Mais cette escarmouche n’est qu’une diversion : une colonne anglaise s’est introduite dans le port, profitant de la marée basse et de la trahison des sentinelles françaises qui y étaient postées. Alors que les Français sonnent le branle-bas de combat, des troupes anglaises réussissent à pénétrer dans la ville par une autre porte et occupent une grande partie des remparts. Enfin, une dernière colonne anglaise attaque depuis l’extérieur une troisième porte, la porte d’Anvers. Les défenseurs sont pris en tenaille.
Une bataille sanglante est lancée dans la rue d’Anvers. Les Français réussissent à défendre la porte et à forcer les Anglais à se replier sur les remparts, « laissant la rue, les environs de la porte d’Anvers et le bastion 6 jonchés de morts et de mourans, et entre [leurs] mains beaucoup de prisonniers ». N’entendant plus les cris de victoire de leurs compatriotes, d’autres soldats anglais tentent de leur venir en aide en traversant les fossés gelés, mais la glace cède et ils ne peuvent traverser.

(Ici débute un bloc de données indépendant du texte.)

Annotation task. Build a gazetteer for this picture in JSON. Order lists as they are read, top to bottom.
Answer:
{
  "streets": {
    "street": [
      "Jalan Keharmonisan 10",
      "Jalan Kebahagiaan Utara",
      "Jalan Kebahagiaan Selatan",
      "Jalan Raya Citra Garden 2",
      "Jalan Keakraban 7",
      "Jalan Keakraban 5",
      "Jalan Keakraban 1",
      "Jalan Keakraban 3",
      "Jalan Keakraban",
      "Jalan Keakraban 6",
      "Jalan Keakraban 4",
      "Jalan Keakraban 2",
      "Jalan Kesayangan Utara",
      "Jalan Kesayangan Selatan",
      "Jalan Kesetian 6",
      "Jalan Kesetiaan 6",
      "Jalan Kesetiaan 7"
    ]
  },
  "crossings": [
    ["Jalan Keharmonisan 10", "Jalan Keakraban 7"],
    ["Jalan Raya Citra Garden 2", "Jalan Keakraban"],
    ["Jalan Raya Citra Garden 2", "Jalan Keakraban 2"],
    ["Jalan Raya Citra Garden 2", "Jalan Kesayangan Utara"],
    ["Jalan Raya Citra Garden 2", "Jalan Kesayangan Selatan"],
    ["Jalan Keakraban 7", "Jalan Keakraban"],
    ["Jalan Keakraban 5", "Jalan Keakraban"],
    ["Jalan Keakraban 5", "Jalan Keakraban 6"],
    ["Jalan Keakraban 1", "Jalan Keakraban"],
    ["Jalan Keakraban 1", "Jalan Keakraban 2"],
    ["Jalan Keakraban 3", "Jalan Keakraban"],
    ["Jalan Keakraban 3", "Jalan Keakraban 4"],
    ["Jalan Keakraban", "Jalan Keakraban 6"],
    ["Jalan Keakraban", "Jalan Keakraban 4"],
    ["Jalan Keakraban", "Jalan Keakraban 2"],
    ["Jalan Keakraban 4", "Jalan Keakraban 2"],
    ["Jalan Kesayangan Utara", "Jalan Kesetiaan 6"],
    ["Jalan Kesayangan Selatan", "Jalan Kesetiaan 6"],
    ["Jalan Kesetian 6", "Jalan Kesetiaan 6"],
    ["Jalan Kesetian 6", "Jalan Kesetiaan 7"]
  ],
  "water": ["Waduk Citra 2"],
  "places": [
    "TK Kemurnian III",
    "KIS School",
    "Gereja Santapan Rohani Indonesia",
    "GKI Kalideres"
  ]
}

À 3h du matin, les combats sont répartis sur trois fronts : le port, les remparts et les alentours de la porte d’Anvers. La situation s’enlise. Les Français décident alors de tenter le tout pour le tout et lancent un assaut massif à l’aube. C’est ainsi qu’au port ils triomphent des défenses anglaises. Ne pouvant s’enfuir car la marée est désormais haute, leur commandant se rend pour « faire cesser cette inutile boucherie ». Dans la foulée, les Anglais présents sur les remparts déposent les armes, et les combats cessent petit à petit.
Le 9 mars à 10h du matin, tout est fini. Les deux camps définissent un armistice et discutent d’échanges de prisonniers. Sur les 4000 attaquants, au moins 800 ont péri et tout autant sont blessés. Du côté français, Legrand-Mollerat compte plus de 500 morts et blessés graves.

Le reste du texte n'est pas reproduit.